STA2201s01 Assignment Two
Quiz on Thursday January 25. Bring printouts
to the quiz. You may be asked to answer questions based on your printouts. You
may be asked to hand in one or more of the printouts. The non-computer
parts are not to be handed in. Do them in preparation for the quiz.
- The effectiveness of a new educational program is to be evaluated as
follows. Students are randomly assigned to either the new program or to a
control condition (the traditional teaching method). After 6 months, all
students are given a standardized educational achievement test. The educator
conducting the study is confident that the test scores will be normally
distributed, but she insists that the treatment could affect either the the
mean or the variance of the scores, or both. Write down the large-sample
likelihood ratio statistic for this problem, and simplify it. Show your work,
and circle the expression you would compute for a real data set.
- A copy of the data for the example above is available in the file meanvar.dat. Use some variant of the S language
(such as R or Splus) to carry out the large-sample likelihood ratio test; your
program should print the sample means and variances, the value of the test
statistic G, the degrees of freedom and the p-value. For this problem, please
provide printed output and also a printout of the code that produced it.

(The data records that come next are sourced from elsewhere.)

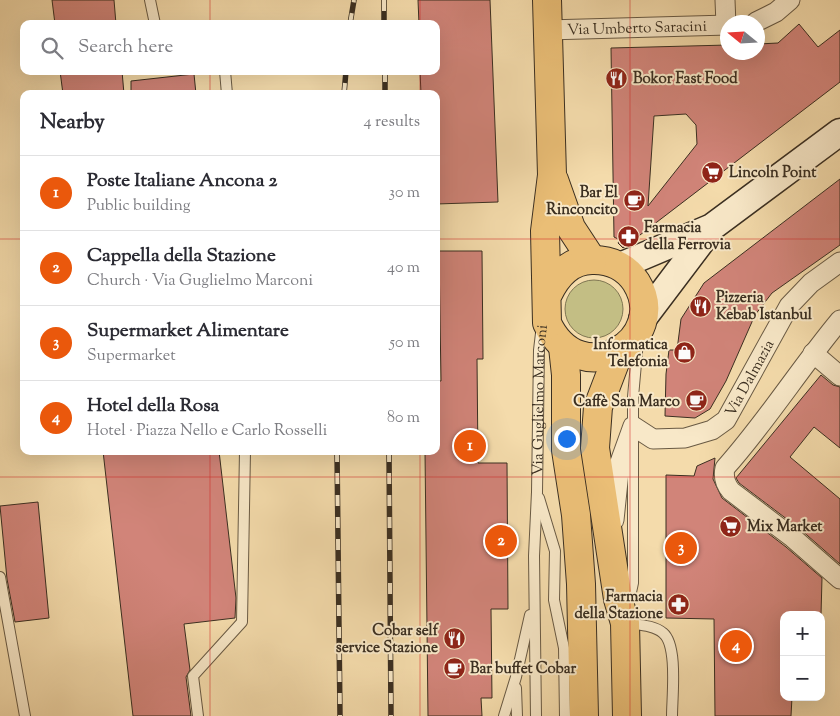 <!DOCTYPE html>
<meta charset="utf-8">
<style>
body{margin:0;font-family:"Sorts Mill Goudy",serif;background:#f7f7f7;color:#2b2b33}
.controls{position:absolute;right:15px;bottom:15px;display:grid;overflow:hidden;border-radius:10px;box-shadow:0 5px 20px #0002}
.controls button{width:45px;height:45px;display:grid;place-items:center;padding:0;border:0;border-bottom:1px solid #e1e1e2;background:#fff;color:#2b2b33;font:25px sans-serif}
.compass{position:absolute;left:720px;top:15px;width:45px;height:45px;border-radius:50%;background:#fff;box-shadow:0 5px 20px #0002;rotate:288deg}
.you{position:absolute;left:566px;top:438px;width:18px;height:18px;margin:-12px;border:4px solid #fff;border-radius:50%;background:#1a73e8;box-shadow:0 0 0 8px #1a73e833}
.badge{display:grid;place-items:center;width:32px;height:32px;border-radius:50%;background:#ea580c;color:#fff;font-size:16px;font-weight:700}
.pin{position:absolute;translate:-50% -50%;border:2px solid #fff;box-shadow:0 1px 5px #0006}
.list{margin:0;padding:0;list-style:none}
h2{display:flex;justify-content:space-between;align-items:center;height:65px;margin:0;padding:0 20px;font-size:21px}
h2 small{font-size:16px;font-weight:400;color:#7c7c81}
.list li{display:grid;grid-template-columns:32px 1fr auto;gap:15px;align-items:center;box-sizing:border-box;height:75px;padding:0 20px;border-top:1px solid #e1e1e2}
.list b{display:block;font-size:19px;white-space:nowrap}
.list p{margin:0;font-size:16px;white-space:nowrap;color:#7c7c81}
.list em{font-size:16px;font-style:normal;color:#7c7c81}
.icon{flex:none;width:28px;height:28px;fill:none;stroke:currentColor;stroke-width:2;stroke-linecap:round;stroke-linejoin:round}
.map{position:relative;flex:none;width:840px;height:716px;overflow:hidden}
.search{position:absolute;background:#fff;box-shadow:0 5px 20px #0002;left:20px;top:20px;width:420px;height:55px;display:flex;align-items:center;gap:12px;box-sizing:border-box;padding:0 18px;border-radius:10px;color:#7c7c81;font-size:19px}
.panel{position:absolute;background:#fff;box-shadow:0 5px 20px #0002;left:20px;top:90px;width:420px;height:365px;border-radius:10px}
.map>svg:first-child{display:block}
</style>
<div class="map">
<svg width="840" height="716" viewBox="0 0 840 716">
<rect width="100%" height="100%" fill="#f4dbab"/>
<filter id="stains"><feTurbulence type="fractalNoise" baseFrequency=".004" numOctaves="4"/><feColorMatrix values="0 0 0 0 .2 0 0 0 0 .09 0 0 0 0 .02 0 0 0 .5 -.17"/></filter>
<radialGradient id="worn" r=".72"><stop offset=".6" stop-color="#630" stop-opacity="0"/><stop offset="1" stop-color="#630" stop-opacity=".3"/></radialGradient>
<circle fill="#c3be84" stroke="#7f7652" cx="594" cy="309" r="29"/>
<g fill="#d18479" stroke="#3b2f21" fill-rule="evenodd">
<path d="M52,0H114L116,24H55Z"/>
<path d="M418,0H490L498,202L436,204V94H421L420,71H436V24H419Z"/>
<path d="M799,24L818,47L840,30V82L623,248L618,243L620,240L614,237L611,48L728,45V52H758V44L778,43ZM686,114L696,125L697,144L648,206L654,116Z"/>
<path d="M60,71H122L124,94H63Z"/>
<path d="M194,74L196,94H131V81Z"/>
<path d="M840,179V245L772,293L755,315L726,381L710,409L695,418L665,416L666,374L669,350H677L681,319L704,283Z"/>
<path d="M439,251H482L483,359H477L478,463H507L508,609H491L492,698H481L482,716H428L425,451H436V381H441Z"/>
<path d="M821,375L833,385L840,387V448L814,427L790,457L840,499V564L800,529L739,483L736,478Z"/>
<path d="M103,451H219L236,598L235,618L184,624L190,670L186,677L191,716H133Z"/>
<path d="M715,458L713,479L722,498L786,547L822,578L821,615H784V697H792L791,716H715L714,619L666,618V475L694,476L697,466Z"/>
<path d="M38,502L49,618L15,622L7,579L0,506Z"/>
</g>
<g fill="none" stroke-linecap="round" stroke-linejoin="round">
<defs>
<g id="lane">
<path d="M150,0L155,24"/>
<path d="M225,71L227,94"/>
<path d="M539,498L555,551L554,600L564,648L565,716"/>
<path d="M0,577L25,716"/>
<path d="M628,606L633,583V397L638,341"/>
<path d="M626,623C638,625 654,625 663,633C678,645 672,697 672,716"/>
<path d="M516,688L517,716"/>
<path d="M198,716L193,676L242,622L245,451"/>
<path d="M504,716L516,677L530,615"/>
<path id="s1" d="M536,716L534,556L537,492L539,350L542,325"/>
</g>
<g id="street">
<path d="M725,0L726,25"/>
<path d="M756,22L776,12L790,0"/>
<path id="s2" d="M547,30L728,25"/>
<path d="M840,320C800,368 767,421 725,468C723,477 725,484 731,491L793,538L840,579"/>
<path d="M813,353L840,376"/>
<path id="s3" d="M614,520L620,462L633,426L653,439L685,438L712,430L726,420L789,306L811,283L840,262"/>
</g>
<g id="secondary">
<path d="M620,266L712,227L840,132"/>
<path d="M642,320L710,230"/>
</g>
<g id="primary">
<path d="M547,0L552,175L545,231L547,323C580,395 672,340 636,282C626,267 611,260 594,260C571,259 557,275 548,294"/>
<path d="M554,180L571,228L592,260"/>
<path d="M563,347L566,375V450L576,515L581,584L584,716"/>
<path d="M619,352L598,407L595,448L618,599L625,623L627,716"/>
</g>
</defs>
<use href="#lane" stroke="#695a44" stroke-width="12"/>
<use href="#street" stroke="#695a44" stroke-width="21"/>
<use href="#secondary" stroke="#3b2f21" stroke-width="29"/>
<use href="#primary" stroke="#3b2f21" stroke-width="30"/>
<use href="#lane" stroke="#f8e8c8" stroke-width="10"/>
<use href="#street" stroke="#f8e8c8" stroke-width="19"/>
<use href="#secondary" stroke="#f8e8c8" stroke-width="26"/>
<use href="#primary" stroke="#eabe76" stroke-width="28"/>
<defs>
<g id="rail">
<path d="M384,0V24"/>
<path d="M350,24L354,0"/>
<path d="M385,71V94"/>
<path d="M344,94L346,71"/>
<path d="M337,451L340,716"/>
<path d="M389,451L391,716"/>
</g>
</defs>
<use href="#rail" stroke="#3b2f21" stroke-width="5.5"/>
<use href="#rail" stroke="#f8e8c8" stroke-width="4" stroke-dasharray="11" stroke-linecap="butt"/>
</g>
<path fill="none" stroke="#d62828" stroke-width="1" stroke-opacity="0.55" d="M210,0V24M420,0V24M630,0V716M210,71V94M420,71V94M0,239H24M436,239H840M210,451V716M420,451V716M0,477H840"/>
<defs>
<symbol id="restaurant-disc" viewBox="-11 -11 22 22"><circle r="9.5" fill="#8f2418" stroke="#f8e8c8"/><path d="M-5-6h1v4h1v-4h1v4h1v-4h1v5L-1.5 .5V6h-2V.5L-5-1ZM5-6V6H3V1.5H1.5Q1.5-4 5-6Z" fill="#fff"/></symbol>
<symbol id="supermarket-disc" viewBox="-11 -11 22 22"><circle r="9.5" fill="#8f2418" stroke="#f8e8c8"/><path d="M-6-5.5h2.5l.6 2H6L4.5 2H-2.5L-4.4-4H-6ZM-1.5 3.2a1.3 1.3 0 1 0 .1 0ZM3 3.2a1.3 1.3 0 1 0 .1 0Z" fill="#fff"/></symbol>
<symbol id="cafe-disc" viewBox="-11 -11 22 22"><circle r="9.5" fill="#8f2418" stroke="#f8e8c8"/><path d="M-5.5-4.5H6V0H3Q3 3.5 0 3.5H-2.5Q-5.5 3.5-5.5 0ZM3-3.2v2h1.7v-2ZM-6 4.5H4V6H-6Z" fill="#fff"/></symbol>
<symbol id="pharmacy-disc" viewBox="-11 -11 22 22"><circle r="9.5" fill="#8f2418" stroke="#f8e8c8"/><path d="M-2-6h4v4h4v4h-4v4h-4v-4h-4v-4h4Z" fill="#fff"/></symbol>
<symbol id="shop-disc" viewBox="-11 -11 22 22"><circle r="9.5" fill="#8f2418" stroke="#f8e8c8"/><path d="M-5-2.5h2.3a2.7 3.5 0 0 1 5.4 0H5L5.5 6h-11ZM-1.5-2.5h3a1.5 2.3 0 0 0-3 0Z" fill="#fff"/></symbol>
</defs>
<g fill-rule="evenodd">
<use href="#restaurant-disc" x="604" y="66" width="25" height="25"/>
<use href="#supermarket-disc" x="700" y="160" width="25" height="25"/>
<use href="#cafe-disc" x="622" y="188" width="25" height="25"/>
<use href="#pharmacy-disc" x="616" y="224" width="25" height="25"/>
<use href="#restaurant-disc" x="688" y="294" width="25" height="25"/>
<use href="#shop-disc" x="672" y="340" width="25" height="25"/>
<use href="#cafe-disc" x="684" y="388" width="25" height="25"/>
<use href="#supermarket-disc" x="718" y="514" width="25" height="25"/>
<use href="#pharmacy-disc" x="666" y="592" width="25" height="25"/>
<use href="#restaurant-disc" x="442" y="626" width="25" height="25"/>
<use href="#cafe-disc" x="442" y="656" width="25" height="25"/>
</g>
<g text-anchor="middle" stroke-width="4" stroke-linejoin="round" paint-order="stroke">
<g font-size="15" fill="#3b2f21" stroke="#f8e8c8">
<text dy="5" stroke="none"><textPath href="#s2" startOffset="90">Via Umberto Saracini</textPath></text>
<text dy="5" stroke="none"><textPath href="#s3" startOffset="246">Via Dalmazia</textPath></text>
<text dy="5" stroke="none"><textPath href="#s1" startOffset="316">Via Guglielmo Marconi</textPath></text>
</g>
<g font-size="15" font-weight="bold" fill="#3b2f21" stroke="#f8e8c8" text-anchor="start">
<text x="633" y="83">Bokor Fast Food</text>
<text x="729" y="177">Lincoln Point</text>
<text x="618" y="197" text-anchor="end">Bar El<tspan x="618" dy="17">Rinconcito</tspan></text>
<text x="644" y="232">Farmacia<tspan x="644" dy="17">della Ferrovia</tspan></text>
<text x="716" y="302">Pizzeria<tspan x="716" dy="17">Kebab Istanbul</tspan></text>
<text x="668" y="349" text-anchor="end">Informatica<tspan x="668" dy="17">Telefonia</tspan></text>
<text x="680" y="406" text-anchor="end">Caffè San Marco</text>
<text x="747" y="531">Mix Market</text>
<text x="663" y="601" text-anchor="end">Farmacia<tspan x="663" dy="17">della Stazione</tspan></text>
<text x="438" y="635" text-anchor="end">Cobar self<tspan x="438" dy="17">service Stazione</tspan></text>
<text x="470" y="673">Bar buffet Cobar</text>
</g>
</g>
<rect width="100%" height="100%" filter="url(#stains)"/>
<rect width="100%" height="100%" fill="url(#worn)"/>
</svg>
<div class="controls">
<button>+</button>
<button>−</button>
</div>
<svg class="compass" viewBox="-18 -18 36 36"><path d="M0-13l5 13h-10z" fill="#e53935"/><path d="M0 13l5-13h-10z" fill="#7c7c81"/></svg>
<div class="you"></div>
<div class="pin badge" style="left:470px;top:446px">1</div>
<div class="pin badge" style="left:501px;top:541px">2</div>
<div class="pin badge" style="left:681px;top:548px">3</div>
<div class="pin badge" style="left:736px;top:646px">4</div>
<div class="search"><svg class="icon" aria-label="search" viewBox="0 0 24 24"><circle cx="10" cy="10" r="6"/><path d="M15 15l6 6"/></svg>Search here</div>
<section class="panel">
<h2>Nearby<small>4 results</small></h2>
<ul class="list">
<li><span class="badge">1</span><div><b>Poste Italiane Ancona 2</b><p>Public building</p></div><em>30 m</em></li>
<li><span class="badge">2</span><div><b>Cappella della Stazione</b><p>Church · Via Guglielmo Marconi</p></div><em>40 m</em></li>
<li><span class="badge">3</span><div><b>Supermarket Alimentare</b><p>Supermarket</p></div><em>50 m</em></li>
<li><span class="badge">4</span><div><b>Hotel della Rosa</b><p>Hotel · Piazza Nello e Carlo Rosselli</p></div><em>80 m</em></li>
</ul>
</section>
</div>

- Suppose you have a data set, and before looking at the data you can
think of k significance tests you want to do. What is the problem with just
doing all of them and discussing any results that are significant at some
significance level such as 0.05?
- Derive the Bonferroni correction that will allow you to deal with the
problem raised in the preceding question. Express it as a rule that a student
in STA220 could understand and follow.
- Using S and the same data set meanvar.dat, carry out a
Bonferroni-corrected test for differences in mean and variance. Your program
should print out a t-statistic, an F-Statistic, their uncorrected p-values,
and also a single Bonferroni corrected p-value. You may need to think a bit
about this last one, but just apply the definition of a p-value and you will
get the same answer I did (assuming you split alpha equally between the two
tests). For this problem, please provide printed output and also a printout of
the code that produced it.
- Under what circumstances might you want to split alpha unequally? Try
to answer the question in general, not just for this mean-variance example.
- Suppose we have a data file in which the following information is
recorded about a sample of Canadian citizens: Education (in years), Place of
birth (1=Canada, 2=Asia, 3=Africa, 4=Europe, 5=Other), and whether they have a
job (1=Yes, 0=No).
- What is the dependent variable?
- How would you set up dummy variables to represent place of
birth? Give a full, formal statement of the statistical model, including these
dummy variables and terms for the interaction of education and place of birth.
- Once we control for education, does place of birth help
predict whether or not a person has a job? Give the full and reduced models
and state the null hypothesis in symbols (there no interaction terms in this
one).
- Does the relationship of education to having a job differ
according to place of birth? Give the full and reduced models and state the
null hypothesis in symbols.
- Suppose an interaction is present. Among those with 12 years
of education, the odds of having a job are only ___ times as great for those
born in Europe as for those born in Canada. Your answer is in terms of ß
values.
- Suppose there is zero interaction. Staying in school 4 years
longer multiplies the odds of having a job by ____. Your answer is in terms of
ß values.
- In the first lecture, we considered the following problem: "The
infant mortality rate for babies with birth weight under 1 kg. is thought
to be approximately 30%. A new treatment is expected to cut this in half. If
a randomized clinical trial with treatment and control groups is run to
confirm the effectiveness of the treatment, what sample size is required?"
- Show that the first random variable Z we considered (the one
including an unknown theta) has a limiting standard normal distribution under
H0. My intention is that you will use limiting moment-generating
functions here, but if you want to use more powerful tools it is okay. However,
please give a real proof; no hand waving.
- In class, we got sample sizes of
n1=n2=95 for a one-sided test. What sample size is
required to get the same power for a two-sided test? Be able to show a few
lines of handwritten work, and also do the computation and get a numerical
answer. You don't need to do the simulation part. Feel free to use code from
the handout distributed in
class. Bring printouts to the quiz.
- Would the large-sample likelihood ratio test imply different
sample sizes for the one-sided and the two-sided alternatives considered in
class? Explain if you can.
- Give the power of the large-sample likelihood ratio test for
the two sets of sample sizes (n1=n2=95 and the other
one). Use simulation. Bring printouts to the quiz.